The following dependencies must be available for building the master:

  • libgtkmm-3.0
  • libgtksourceviewmm-3.0
  • libssh

On Debian based systems, you can use the following command to install them:

apt install libgtkmm-3.0-dev libgtksourceviewmm-3.0-dev libssh-dev

To build the slave only C++ standard libraries are needed.

Run-Time

For the debugger to work, the following programs need to be installed and be available in the $PATH environment variable of the master/slave:

  • mpirun: To start the slave instances using MPI. (master)
  • srun: To start the slave instances using slurm. (master)
  • GDB: To debug the target program. (slave)
  • socat: To handle the I/O of the GDB instance and the target instance. (slave)

Furthermore, when debugging on a remote cluster, the pgdbslave executable needs to be copied to or build on this machine.

Using the debugger

When installed (and /usr/local/bin is included in the $PATH environment variable) the debugger is started by:

pgdb

or by searching for it in the desktop application menu. If the debugger is only built it can be run with

./bin/pgdb

In the startup dialog you need to set the path to the pgdbslave and target executable, as well as some other parameters. This configuration can be exported and imported at the next start.

The master will start the specified number of slaves, each of which will start the GDB instance, running the target program, and two socat instances, handling the I/O of GDB and the target.

If SSH is enabled, the master logs on to the remote cluster and starts the slaves there.

Custom launcher command

If you need to make specific changes to the start command, or need to use a completely different launcher, you can check the "custom" launcher option in the startup dialog. This command will invalidate all configurations except for the SSH options, the Number of Processes and the Base Port. For the master to know how many connections to open the Number of Processes still needs to be set in the startup dialog. Make SURE they match up with what you set in your custom command.

If Parallel GDB should not start the slaves at all, check the "custom" launcher option and leave the Launcher Arguments blank.

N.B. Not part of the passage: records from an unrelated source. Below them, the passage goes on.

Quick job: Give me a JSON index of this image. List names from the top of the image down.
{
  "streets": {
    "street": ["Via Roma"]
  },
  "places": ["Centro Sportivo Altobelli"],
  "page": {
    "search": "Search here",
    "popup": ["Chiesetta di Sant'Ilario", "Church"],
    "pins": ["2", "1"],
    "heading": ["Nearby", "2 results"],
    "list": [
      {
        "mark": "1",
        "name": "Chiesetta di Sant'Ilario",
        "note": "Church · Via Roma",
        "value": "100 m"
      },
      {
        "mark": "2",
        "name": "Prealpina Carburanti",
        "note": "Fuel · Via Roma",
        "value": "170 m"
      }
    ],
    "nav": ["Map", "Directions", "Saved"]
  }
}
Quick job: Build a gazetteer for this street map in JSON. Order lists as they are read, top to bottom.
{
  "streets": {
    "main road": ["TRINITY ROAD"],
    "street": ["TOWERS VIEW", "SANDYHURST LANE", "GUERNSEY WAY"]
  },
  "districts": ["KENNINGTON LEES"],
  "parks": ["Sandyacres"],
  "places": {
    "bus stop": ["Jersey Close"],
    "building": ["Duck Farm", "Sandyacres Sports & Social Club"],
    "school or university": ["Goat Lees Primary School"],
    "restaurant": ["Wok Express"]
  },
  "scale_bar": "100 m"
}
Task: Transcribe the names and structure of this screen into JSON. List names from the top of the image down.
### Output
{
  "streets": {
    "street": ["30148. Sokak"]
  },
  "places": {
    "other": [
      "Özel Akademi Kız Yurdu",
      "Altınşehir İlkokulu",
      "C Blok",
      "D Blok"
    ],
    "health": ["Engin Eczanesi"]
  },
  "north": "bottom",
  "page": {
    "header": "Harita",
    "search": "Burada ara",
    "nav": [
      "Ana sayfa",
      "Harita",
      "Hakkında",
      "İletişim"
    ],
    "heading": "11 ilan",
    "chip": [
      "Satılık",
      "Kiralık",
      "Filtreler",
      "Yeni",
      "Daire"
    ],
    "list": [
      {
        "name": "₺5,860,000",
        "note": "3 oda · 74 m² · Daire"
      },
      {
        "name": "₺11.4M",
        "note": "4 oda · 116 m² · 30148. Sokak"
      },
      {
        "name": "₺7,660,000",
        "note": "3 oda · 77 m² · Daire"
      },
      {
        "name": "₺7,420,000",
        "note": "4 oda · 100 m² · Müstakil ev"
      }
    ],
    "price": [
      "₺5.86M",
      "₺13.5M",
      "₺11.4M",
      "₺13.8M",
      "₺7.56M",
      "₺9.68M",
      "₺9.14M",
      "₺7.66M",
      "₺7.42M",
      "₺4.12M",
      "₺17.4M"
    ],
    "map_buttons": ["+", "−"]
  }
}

The slave supports two possibilities to set its rank and the size. Under normal conditions it will try to read the environment variables set by OpenMPI/PMI:

OMPI_COMM_WORLD_RANK
OMPI_COMM_WORLD_SIZE

PMI_RANK
PMI_SIZE

If the launcher you are using is not setting those environment variables, you can specify custom environment variable names for the rank and size:

-k <name> # rank
-z <name> # size

To directly pass the rank or size to the slave use:

-r <rank>
-s <size>

The rank must be set for every slave individually, so the launch command should probably start a shell script/etc.

Example Target

In this project a small example target and configuration file for it is included. It can be built with:

cd example
mkdir bin
make

After that the debugger can be started with:

cd ..
./bin/pgdb

Then, in the startup dialog, load the configuration file config from the example folder and customize it to your needs.